The Time is Now

Addiction, in all its apparent randomness, is ruthlessly non-discriminatory. As if Jeff Hatch didn’t know.

“This is my truth,” the former New York Giants National Football League player said in the hours before speaking at Natchaug Hospital’s “The Time is Now” community addiction forum on Thursday, Sept. 29, in Enfield. “At 22 years old, I had signed a multi-year, $1 million contract with the New York Giants, I had graduated from the University of Pennsylvania, I was dating Miss Maryland and I had won the President’s Award [for work with the homeless]. I had checked every box that I thought success was. I was 22 and I was completely miserable.”

Hatch, now 37, works for The Granite House, a substance abuse treatment facility in Derry, N.H., a long way from a trajectory that he began as a high school football player in Severna Park, Md. Hatch became a Division I-AA All-American offensive lineman at Penn, drafted by the Giants in the third round (78th overall), with a future seemingly as big as his 6-foot-6, 302-pound physical presence. He now speaks to students in local schools, at community forums like the BHN event and wherever else he can offer, as he describes it, service to his fellows.

“That’s the thing that brings me the most joy,” he says.

Even before the NFL draft, Hatch was filmed as part of a CNN documentary — and was featured in another by ESPN as a rookie — yet he played only four games with the Giants, his career finished two years later in 2005.

He endured multiple injuries, including a debilitating spinal fusion that ended his career. Along the way, the drugs that aided his physical recovery also fueled an addiction.

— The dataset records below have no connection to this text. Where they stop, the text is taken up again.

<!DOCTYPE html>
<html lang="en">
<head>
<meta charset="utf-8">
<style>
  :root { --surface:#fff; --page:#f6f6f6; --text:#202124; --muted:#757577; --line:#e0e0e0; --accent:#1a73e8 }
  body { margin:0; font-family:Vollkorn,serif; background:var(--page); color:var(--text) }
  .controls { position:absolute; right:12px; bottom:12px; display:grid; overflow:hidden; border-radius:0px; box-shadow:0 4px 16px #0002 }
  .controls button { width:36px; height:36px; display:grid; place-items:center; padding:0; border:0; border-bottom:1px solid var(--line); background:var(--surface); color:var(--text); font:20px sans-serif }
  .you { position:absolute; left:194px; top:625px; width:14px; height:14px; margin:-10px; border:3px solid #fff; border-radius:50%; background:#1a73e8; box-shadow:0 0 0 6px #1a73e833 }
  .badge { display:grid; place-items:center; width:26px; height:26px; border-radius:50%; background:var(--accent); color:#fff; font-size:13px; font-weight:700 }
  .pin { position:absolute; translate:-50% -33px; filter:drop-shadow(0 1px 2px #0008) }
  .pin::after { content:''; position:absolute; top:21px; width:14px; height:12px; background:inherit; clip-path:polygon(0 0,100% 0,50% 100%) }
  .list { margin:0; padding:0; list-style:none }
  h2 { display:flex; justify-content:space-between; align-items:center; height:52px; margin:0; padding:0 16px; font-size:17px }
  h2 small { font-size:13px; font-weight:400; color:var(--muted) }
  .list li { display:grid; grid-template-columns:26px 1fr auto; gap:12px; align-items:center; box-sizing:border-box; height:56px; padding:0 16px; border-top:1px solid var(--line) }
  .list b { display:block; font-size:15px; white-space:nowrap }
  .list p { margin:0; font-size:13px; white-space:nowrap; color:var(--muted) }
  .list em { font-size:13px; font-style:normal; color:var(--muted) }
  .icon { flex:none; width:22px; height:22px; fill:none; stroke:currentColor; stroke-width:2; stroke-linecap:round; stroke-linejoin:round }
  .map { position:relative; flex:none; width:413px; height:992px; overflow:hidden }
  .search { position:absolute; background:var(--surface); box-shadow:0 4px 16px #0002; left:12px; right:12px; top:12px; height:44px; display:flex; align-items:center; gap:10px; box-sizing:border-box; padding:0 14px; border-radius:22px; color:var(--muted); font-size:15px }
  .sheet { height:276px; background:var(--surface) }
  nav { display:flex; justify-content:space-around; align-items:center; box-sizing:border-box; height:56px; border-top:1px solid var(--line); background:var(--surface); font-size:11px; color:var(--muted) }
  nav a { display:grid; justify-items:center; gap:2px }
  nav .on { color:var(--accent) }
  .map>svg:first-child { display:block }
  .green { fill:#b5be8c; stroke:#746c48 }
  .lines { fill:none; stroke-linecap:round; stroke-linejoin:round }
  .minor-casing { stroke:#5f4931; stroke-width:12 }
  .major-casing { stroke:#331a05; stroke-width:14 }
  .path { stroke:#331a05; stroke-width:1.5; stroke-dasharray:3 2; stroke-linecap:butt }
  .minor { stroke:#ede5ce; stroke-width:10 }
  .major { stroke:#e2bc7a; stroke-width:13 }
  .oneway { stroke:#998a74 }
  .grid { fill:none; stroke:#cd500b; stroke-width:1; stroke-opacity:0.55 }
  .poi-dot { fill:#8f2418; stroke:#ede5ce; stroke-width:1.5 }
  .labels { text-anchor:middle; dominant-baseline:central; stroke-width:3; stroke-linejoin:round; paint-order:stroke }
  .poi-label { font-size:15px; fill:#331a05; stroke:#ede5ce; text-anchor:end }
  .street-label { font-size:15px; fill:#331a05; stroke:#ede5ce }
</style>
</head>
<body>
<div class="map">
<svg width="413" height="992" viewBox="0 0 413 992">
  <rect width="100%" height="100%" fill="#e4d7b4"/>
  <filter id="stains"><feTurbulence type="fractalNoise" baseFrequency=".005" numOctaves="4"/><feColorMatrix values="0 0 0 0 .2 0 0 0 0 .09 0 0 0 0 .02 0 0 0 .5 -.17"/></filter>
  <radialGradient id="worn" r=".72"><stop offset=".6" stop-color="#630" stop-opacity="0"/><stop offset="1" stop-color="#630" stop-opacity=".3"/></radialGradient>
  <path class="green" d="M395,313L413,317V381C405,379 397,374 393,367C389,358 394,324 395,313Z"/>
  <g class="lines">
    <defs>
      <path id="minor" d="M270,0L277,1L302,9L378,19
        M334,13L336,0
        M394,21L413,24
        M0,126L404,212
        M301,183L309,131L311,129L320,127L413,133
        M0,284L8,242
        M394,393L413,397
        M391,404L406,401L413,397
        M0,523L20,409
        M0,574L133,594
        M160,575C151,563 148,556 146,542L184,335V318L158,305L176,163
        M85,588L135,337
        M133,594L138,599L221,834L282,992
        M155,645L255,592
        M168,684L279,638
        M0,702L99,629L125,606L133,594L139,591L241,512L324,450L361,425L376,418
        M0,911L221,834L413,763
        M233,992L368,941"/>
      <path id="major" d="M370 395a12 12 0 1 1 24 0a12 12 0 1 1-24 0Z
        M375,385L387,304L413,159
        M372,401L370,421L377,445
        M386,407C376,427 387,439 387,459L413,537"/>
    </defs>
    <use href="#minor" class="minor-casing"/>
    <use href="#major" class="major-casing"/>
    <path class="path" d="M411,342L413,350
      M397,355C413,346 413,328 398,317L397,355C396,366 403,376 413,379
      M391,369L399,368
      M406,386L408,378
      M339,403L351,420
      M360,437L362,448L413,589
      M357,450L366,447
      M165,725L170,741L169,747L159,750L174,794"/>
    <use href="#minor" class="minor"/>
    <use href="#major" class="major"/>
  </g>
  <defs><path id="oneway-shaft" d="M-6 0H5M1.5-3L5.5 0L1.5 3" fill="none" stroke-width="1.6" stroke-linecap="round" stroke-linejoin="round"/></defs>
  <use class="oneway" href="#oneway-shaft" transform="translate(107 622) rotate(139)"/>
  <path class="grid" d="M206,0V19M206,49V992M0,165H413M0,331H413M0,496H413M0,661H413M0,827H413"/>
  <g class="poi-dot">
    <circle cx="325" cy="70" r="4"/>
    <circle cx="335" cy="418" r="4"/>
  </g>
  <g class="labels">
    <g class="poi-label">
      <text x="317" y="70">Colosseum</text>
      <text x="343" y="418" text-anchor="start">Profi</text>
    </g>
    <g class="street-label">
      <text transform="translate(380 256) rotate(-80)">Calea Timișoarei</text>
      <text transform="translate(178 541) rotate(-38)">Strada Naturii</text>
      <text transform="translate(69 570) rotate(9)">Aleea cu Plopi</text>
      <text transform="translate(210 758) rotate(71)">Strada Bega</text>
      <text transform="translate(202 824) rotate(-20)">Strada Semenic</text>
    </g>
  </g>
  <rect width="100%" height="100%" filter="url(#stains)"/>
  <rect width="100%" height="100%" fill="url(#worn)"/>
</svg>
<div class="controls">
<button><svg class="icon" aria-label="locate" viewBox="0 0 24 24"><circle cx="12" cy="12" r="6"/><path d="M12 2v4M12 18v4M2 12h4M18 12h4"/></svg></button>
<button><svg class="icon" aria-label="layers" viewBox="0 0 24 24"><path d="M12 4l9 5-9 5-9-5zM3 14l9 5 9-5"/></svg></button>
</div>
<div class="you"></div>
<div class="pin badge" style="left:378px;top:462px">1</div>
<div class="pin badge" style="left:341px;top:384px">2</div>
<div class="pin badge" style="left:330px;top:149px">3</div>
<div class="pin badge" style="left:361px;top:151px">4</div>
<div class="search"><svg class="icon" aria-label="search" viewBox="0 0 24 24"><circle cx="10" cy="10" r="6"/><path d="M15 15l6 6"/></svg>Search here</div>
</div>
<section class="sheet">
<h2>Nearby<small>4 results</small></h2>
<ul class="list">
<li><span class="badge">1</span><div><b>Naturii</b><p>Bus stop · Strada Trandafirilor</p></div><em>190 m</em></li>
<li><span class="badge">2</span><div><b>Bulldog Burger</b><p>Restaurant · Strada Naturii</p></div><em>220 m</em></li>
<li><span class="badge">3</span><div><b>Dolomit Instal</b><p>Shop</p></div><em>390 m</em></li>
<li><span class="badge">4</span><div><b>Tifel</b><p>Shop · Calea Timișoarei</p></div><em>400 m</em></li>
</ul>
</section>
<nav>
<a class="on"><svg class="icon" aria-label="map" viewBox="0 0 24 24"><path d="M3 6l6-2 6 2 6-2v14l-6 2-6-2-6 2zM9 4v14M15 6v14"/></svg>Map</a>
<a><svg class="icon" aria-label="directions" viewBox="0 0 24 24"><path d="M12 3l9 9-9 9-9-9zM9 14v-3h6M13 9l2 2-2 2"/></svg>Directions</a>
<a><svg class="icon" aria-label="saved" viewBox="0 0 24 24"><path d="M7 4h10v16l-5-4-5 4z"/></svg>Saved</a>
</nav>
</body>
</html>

He never played in the Super Bowl, but he won’t forget the 2006 game: He watched from a Florida hospital bed, recovering from a drug overdose.

“It was one of those light-bulb moments,” he says, “that was so powerful, so in my face, that I couldn’t hide from it. There were a few of those moments.”

Hatch sought help after the 2006 overdose at a Louisiana substance abuse facility, which offered him a job when he completed treatment.

Patricia Rehmer, the Behavioral Health Network president who moderated the forum and appeared with Hatch earlier in the day on FoxCT news, says public perception prevents many addicts from confronting their disease.

 

  • “This is not only about stigma, which is how the person feels about their addiction and the shame they experience,” she said during the news segment. “It’s really about discrimination. There’s not a city in Connecticut that has not been connected by this. It’s still something people are not willing to talk about and share.”

     

    - Patricia Rehmer, Behavioral Health Network president

Recovery, and sobriety, has its own rewards — different, perhaps, from a $1 million contract — but in some respects more rewarding.

“I’m grateful for the experiences I’ve been through,” said Hatch, “because I can’t tell you as a man today if I would feel that way if I hadn’t had the opportunity to be gifted by those material things and to have achieved that success. Only seeing it through those eyes did I realize, ‘Oh, wow, this isn’t really anything. There’s so much more.”